November 28, 20244 min read

Understanding Linear and Logistic Regression

Have you ever wondered how machines learn to predict outcomes?

Introduction

Linear Regression and Logistic Regression are among the foundational algorithms in Machine Learning. They introduce the core ideas behind prediction, optimization, and learning from data.

I recently explored these concepts and wanted to share my understanding in the simplest way possible, including:

  • Mathematical intuition
  • Practical applications
  • Python implementation concepts

These techniques are simple, powerful, and an excellent starting point for anyone beginning their Machine Learning journey.

Linear Regression — Predicting Continuous Values

1. What Is Linear Regression?

Linear Regression is used to predict continuous numerical values by finding the straight line that best fits a dataset.

Examples include:

  • Predicting house prices based on size
  • Estimating exam scores from study hours
  • Forecasting temperatures

The objective is to model the relationship between input variables and output values.

2. The Math Behind Linear Regression

The equation of a straight line is:

y = w·x + b

Where:

  • y → predicted output
  • x → input feature
  • w → weight (slope)
  • b → bias (intercept)

The model learns the optimal values of w and b during training.

3. Mean Squared Error (MSE)

To measure how good the predictions are, we use the Mean Squared Error (MSE) loss function.

Formula:

MSE = (1/n) Σ(yᵢ - ŷᵢ)²

Where:

  • n → number of observations
  • yᵢ → actual value
  • ŷᵢ → predicted value
  • (yᵢ - ŷᵢ)² → squared prediction error

The goal is to minimize this error.

4. Python Implementation from Scratch

A simple Linear Regression implementation can be built using:

  • NumPy for numerical operations
  • Gradient Descent for optimization
  • Matplotlib for visualization
import numpy as np  # Importing NumPy, a library for numerical computations
import matplotlib.pyplot as plt  # Importing Matplotlib for plotting

# Example data: Study hours vs.
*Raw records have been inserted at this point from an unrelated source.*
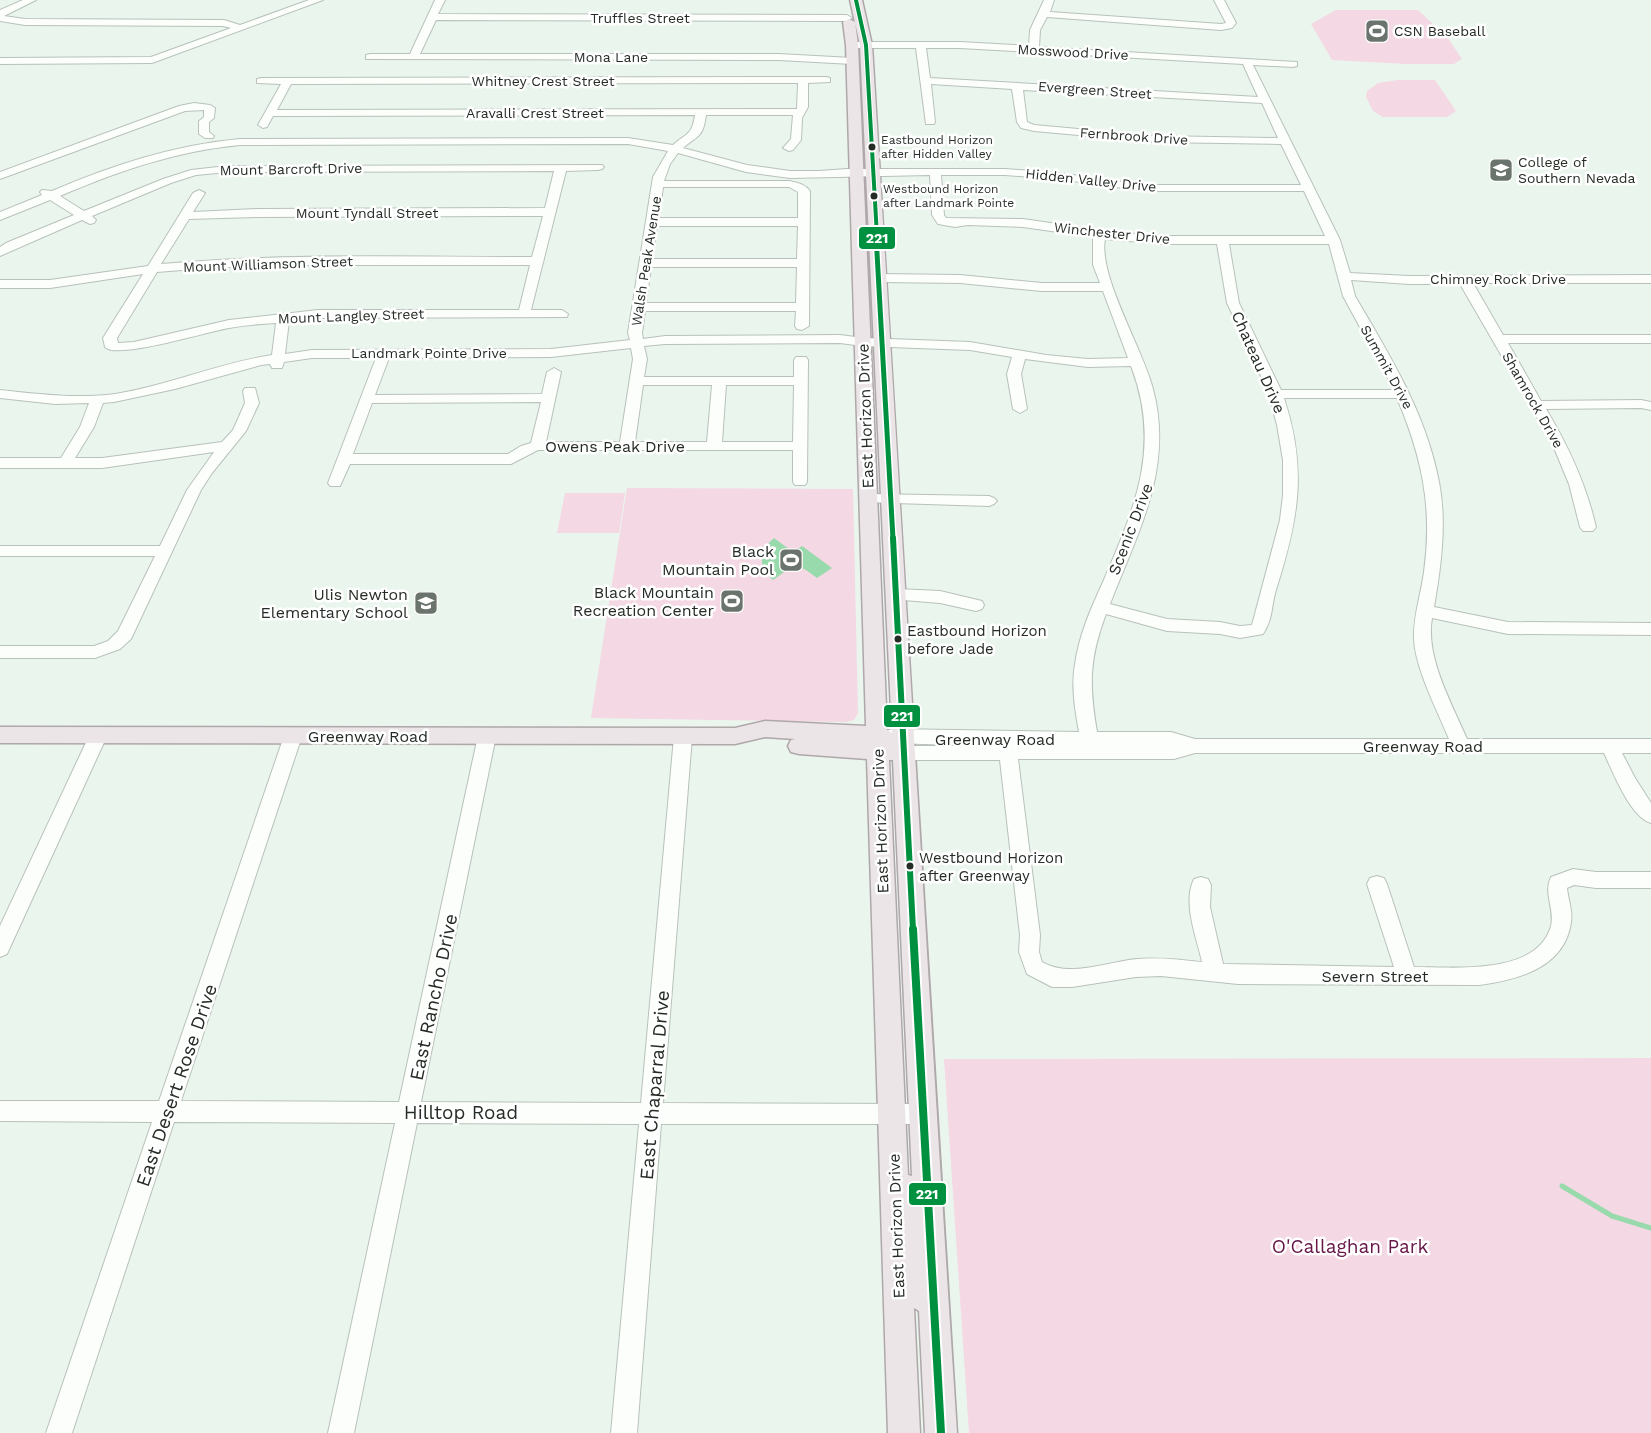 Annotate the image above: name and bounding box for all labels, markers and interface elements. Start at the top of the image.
street label: Truffles Street [590,10,690,26]
sports icon: CSN Baseball [1364,18,1390,44]
place label: CSN Baseball [1394,23,1486,39]
street label: Mosswood Drive [1017,41,1129,63]
street label: Mona Lane [574,49,648,65]
street label: Whitney Crest Street [471,73,615,89]
street label: Evergreen Street [1038,78,1152,102]
street label: Aravalli Crest Street [466,105,604,121]
street label: Fernbrook Drive [1079,124,1189,148]
place label: Eastbound Horizon after Hidden Valley [881,133,993,161]
marker: Eastbound Horizon after Hidden Valley [867,142,877,152]
place label: College of Southern Nevada [1518,154,1636,186]
school or university icon: College of Southern Nevada [1488,157,1514,183]
street label: Mount Barcroft Drive [220,160,362,178]
street label: Hidden Valley Drive [1025,165,1157,195]
place label: Westbound Horizon after Landmark Pointe [883,182,1014,210]
marker: Westbound Horizon after Landmark Pointe [869,191,879,201]
street label: Walsh Peak Avenue [628,195,664,327]
street label: Mount Tyndall Street [296,205,438,221]
street label: Winchester Drive [1053,219,1171,247]
line badge: 221 [858,226,896,250]
text: 221 [866,230,888,246]
street label: Mount Williamson Street [183,253,353,275]
street label: Chimney Rock Drive [1430,271,1566,287]
street label: Mount Langley Street [278,305,425,327]
street label: Chateau Drive [1228,308,1290,416]
street label: Summit Drive [1357,322,1417,412]
street label: East Horizon Drive [853,343,878,489]
street label: Landmark Pointe Drive [351,345,507,361]
street label: Shamrock Drive [1499,349,1567,451]
street label: Owens Peak Drive [545,437,685,456]
street label: Scenic Drive [1104,481,1157,578]
place label: Black Mountain Pool [662,542,774,579]
sports icon: Black Mountain Pool [778,547,804,573]
place label: Black Mountain Recreation Center [573,583,714,620]
place label: Ulis Newton Elementary School [261,585,408,622]
sports icon: Black Mountain Recreation Center [719,588,745,614]
school or university icon: Ulis Newton Elementary School [413,590,439,616]
place label: Eastbound Horizon before Jade [907,622,1047,658]
marker: Eastbound Horizon before Jade [893,634,903,644]
line badge: 221 [883,704,921,728]
text: 221 [891,708,913,724]
street label: Greenway Road [308,727,428,746]
street label: Greenway Road [935,730,1055,749]
street label: Greenway Road [1363,737,1483,756]
street label: East Horizon Drive [868,748,893,894]
place label: Westbound Horizon after Greenway [919,849,1063,885]
marker: Westbound Horizon after Greenway [905,861,915,871]
street label: East Rancho Drive [405,912,462,1083]
street label: Severn Street [1322,967,1429,986]
street label: East Desert Rose Drive [131,981,222,1190]
street label: East Chaparral Drive [635,989,674,1181]
street label: Hilltop Road [404,1101,518,1124]
street label: East Horizon Drive [884,1153,909,1299]
line badge: 221 [908,1182,947,1206]
text: 221 [916,1186,938,1202]
park label: O'Callaghan Park [1272,1235,1429,1258] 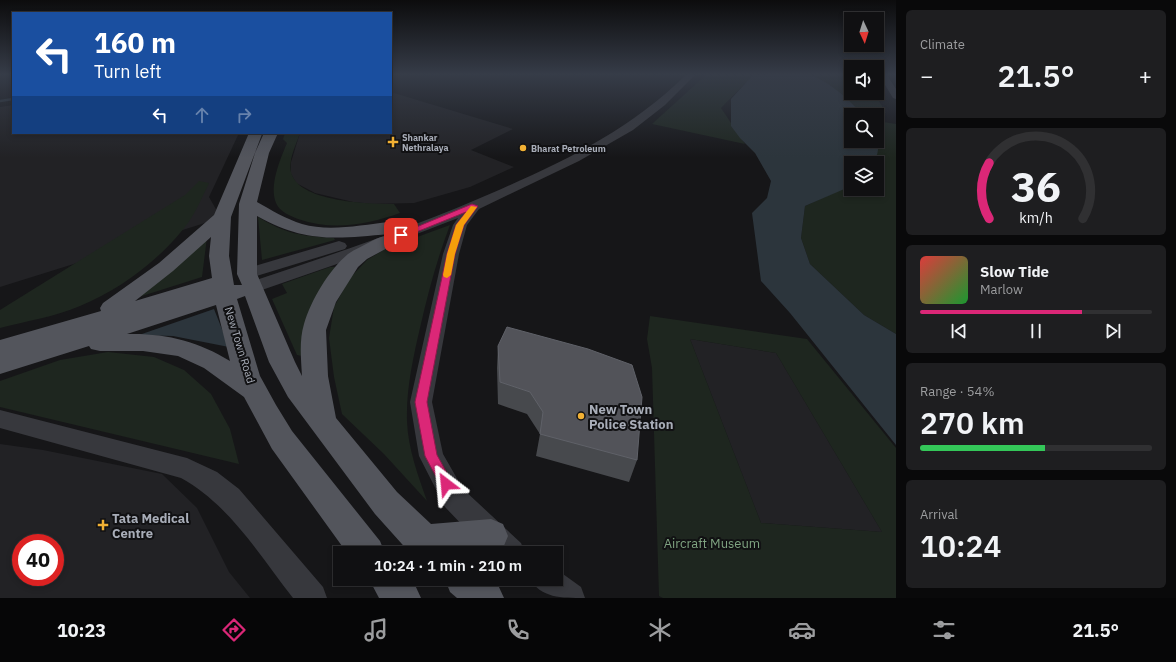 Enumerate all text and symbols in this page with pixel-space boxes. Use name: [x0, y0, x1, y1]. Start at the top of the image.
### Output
north arrow: [844, 12, 884, 52]
map controls: [844, 12, 884, 196]
text: 160 m: [94, 24, 176, 61]
icon: left: [28, 28, 80, 80]
text: Climate: [920, 36, 965, 53]
text: 21.5°: [997, 56, 1075, 95]
text: Turn left: [94, 60, 162, 83]
button: sound: [844, 60, 884, 100]
text: −: [920, 61, 933, 90]
text: +: [1139, 61, 1152, 90]
icon: left: [149, 104, 171, 126]
icon: ahead: [191, 104, 213, 126]
icon: right: [233, 104, 255, 126]
button: search: [844, 108, 884, 148]
place label: Shankar Nethralaya: [402, 132, 449, 153]
marker: Shankar Nethralaya: [387, 136, 399, 148]
marker: Bharat Petroleum: [518, 143, 528, 153]
place label: Bharat Petroleum: [531, 143, 606, 154]
button: layers: [844, 156, 884, 196]
text: 36: [1011, 159, 1061, 213]
text: km/h: [1019, 208, 1053, 227]
pin: [384, 218, 418, 252]
icon: arrive: [390, 224, 412, 246]
text: Slow Tide: [980, 262, 1049, 281]
text: Marlow: [980, 281, 1023, 298]
street label: New Town Road: [222, 305, 258, 385]
icon: previous: [948, 320, 970, 342]
icon: pause: [1025, 320, 1047, 342]
icon: next: [1102, 320, 1124, 342]
text: Range · 54%: [920, 383, 994, 400]
place label: New Town Police Station: [589, 401, 673, 433]
text: 270 km: [920, 403, 1025, 442]
marker: New Town Police Station: [576, 411, 586, 421]
position arrow: [425, 463, 467, 505]
text: Arrival: [920, 506, 958, 523]
place label: Tata Medical Centre: [112, 510, 189, 542]
marker: Tata Medical Centre: [97, 519, 109, 531]
text: 10:24: [920, 526, 1002, 565]
speed limit sign: 40: [12, 534, 64, 586]
park label: Aircraft Museum: [664, 535, 760, 552]
text: 10:24 · 1 min · 210 m: [374, 556, 522, 575]
icon: directions: [220, 616, 248, 644]
icon: music: [362, 616, 390, 644]
icon: phone: [504, 616, 532, 644]
icon: climate: [646, 616, 674, 644]
icon: car: [788, 616, 816, 644]
icon: filters: [930, 616, 958, 644]
text: 10:23: [57, 619, 106, 642]
text: 21.5°: [1072, 619, 1119, 642] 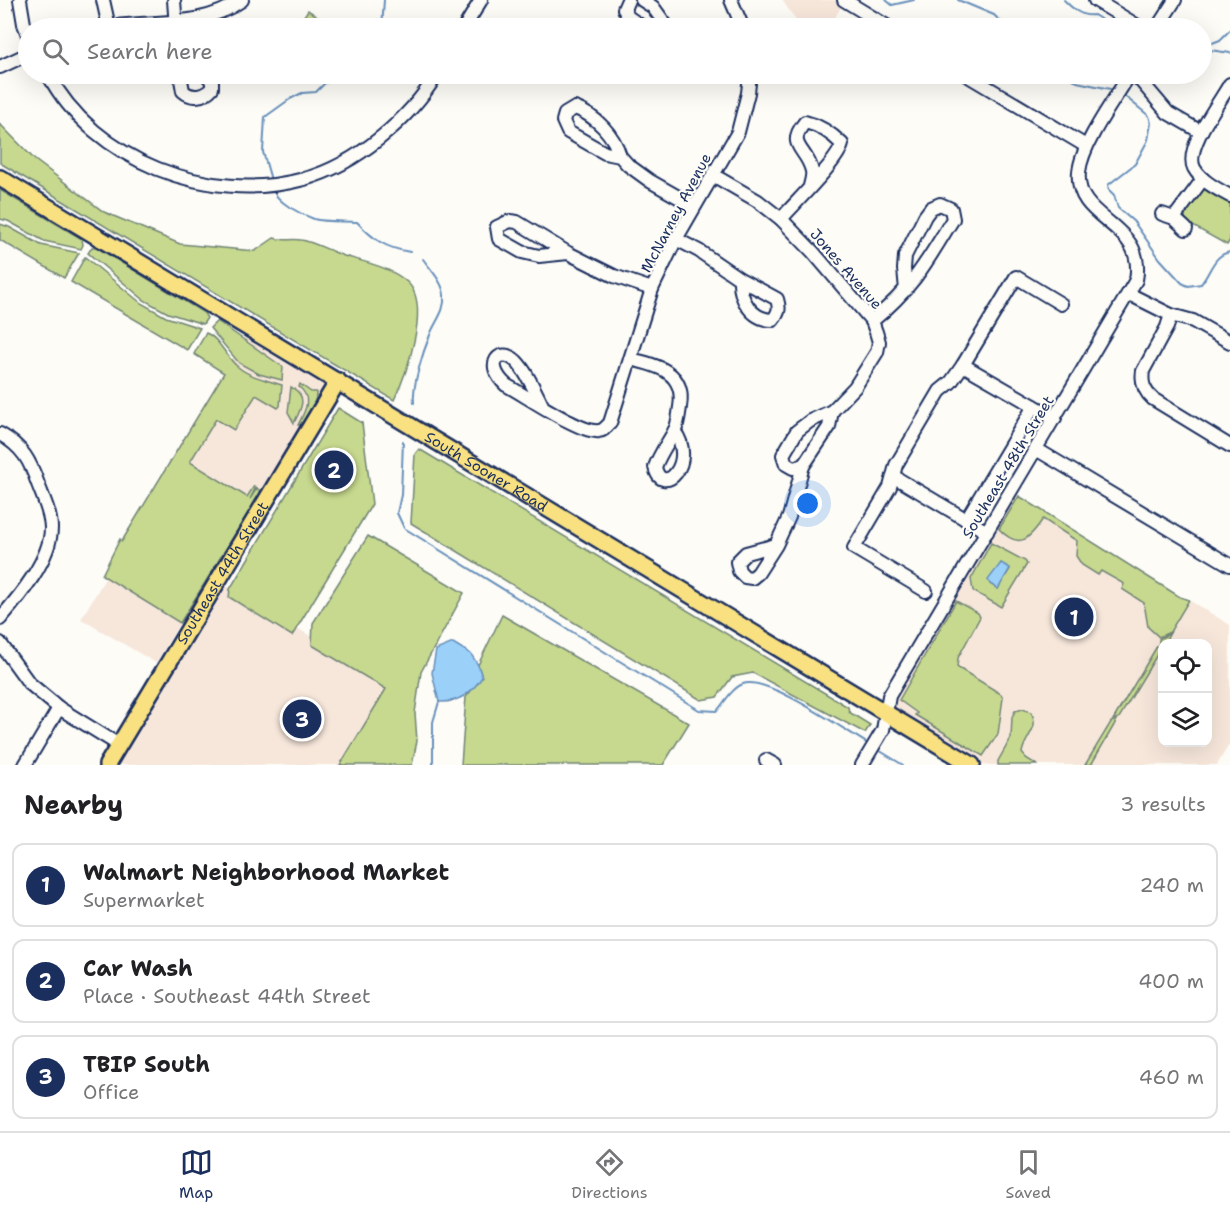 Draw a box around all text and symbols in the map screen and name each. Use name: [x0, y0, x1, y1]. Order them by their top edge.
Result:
search box: [18, 18, 1212, 84]
icon: search: [39, 35, 72, 68]
text: Search here: [87, 37, 213, 66]
street label: McNarney Avenue: [636, 150, 716, 276]
street label: Jones Avenue: [805, 224, 887, 314]
street label: Southeast 48th Street: [957, 392, 1059, 542]
street label: South Sooner Road: [421, 427, 552, 517]
pin: 2: [314, 448, 354, 492]
your location: [793, 489, 822, 518]
street label: Southeast 44th Street: [172, 498, 273, 648]
pin: 1: [1054, 594, 1094, 640]
map controls: [1158, 639, 1212, 747]
button: locate: [1158, 639, 1212, 693]
button: layers: [1158, 693, 1212, 747]
pin: 3: [282, 696, 322, 742]
text: Nearby: [24, 787, 123, 822]
text: 3 results: [1120, 791, 1206, 817]
text: Walmart Neighborhood Market: [83, 858, 449, 887]
text: 1: [41, 872, 50, 898]
text: 240 m: [1139, 872, 1204, 898]
text: Supermarket: [83, 887, 205, 913]
text: Car Wash: [83, 954, 193, 983]
text: 2: [39, 968, 53, 994]
text: 400 m: [1138, 968, 1204, 994]
text: Place · Southeast 44th Street: [83, 983, 371, 1009]
text: TBIP South: [83, 1050, 210, 1079]
text: 3: [39, 1064, 53, 1090]
text: 460 m: [1139, 1064, 1204, 1090]
text: Office: [83, 1079, 139, 1105]
tab: Map: [179, 1146, 213, 1203]
tab: Directions: [571, 1146, 648, 1203]
tab: Saved: [1006, 1146, 1051, 1203]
Exam scores
X = np.array([1, 2, 3, 4, 5])  # Study hours, defined as a NumPy array for vectorized operations
y = np.array([50, 55, 65, 70, 80])  # Exam scores, also a NumPy array for compatibility with NumPy operations

# Initialize parameters
w = 0  # Initial weight (slope of the regression line), starts at 0
b = 0  # Initial bias (y-intercept of the regression line), starts at 0
learning_rate = 0.01  # Step size for gradient descent updates, controls how much parameters are adjusted per iteration
epochs = 1000  # Number of iterations to run the gradient descent optimization

# Gradient Descent
for epoch in range(epochs):  # Repeat the optimization process for a specified number of epochs
    y_pred = w * X + b  # Compute predicted values (y = wX + b) using current parameters
    error = y - y_pred  # Calculate the error between actual (y) and predicted (y) values

    # Compute gradients
    dw = -2 * np.sum(X * error) / len(X)  # Gradient of the loss with respect to w (partial derivative), derived from MSE formula
    db = -2 * np.sum(error) / len(X)  # Gradient of the loss with respect to b (partial derivative), derived from MSE formula

    # Update parameters
    w -= learning_rate * dw  # Update the weight using gradient descent rule: w = w - a * dw
    b -= learning_rate * db  # Update the bias using gradient descent rule: b = b - a * db

    # Optional: Print loss every 100 epochs
    if epoch % 100 == 0:  # Check if the current epoch is a multiple of 100
        mse = np.mean(error ** 2)  # Calculate Mean Squared Error (MSE) as the loss function
        print(f"Epoch {epoch}, MSE: {mse:.4f}")  # Print the epoch number and the corresponding MSE

# Final parameters
print(f"Final weight (w): {w:.4f}")  # Print the optimized weight after training
print(f"Final bias (b): {b:.4f}")  # Print the optimized bias after training

# Plot the data and regression line
plt.scatter(X, y, color='blue', label='Actual Scores')  # Plot actual data points as a scatter plot
plt.plot(X, w * X + b, color='red', label='Regression Line')  # Plot the regression line using optimized w and b
plt.xlabel('Study Hours')  # Label the x-axis as "Study Hours"
plt.ylabel('Exam Scores')  # Label the y-axis as "Exam Scores"
plt.legend()  # Add a legend to differentiate data points and the regression line
plt.show()  # Display the plot

# made by me @taha_boussaden
# you can also view my github: github.com/ThePhoenix77

# Date: 2024-11-28

Important Concepts

NumPy Arrays
np.array()

Used for efficient mathematical operations on vectors and matrices.

Gradients (dw and db)

The gradients are derived from the partial derivatives of the MSE loss function with respect to:

  • w (weight)
  • b (bias)

These gradients indicate how the parameters should change to reduce the loss.

Gradient Descent Updates

The parameters are updated using:

w = w - α·dw
b = b - α·db

Where:

  • α → learning rate
  • dw → derivative with respect to w
  • db → derivative with respect to b
Visualization

Using:

plt.scatter()
plt.plot()

We can visualize:

  • The original data points
  • The regression line

Linear Regression

This helps understand how the model progressively learns the best fit.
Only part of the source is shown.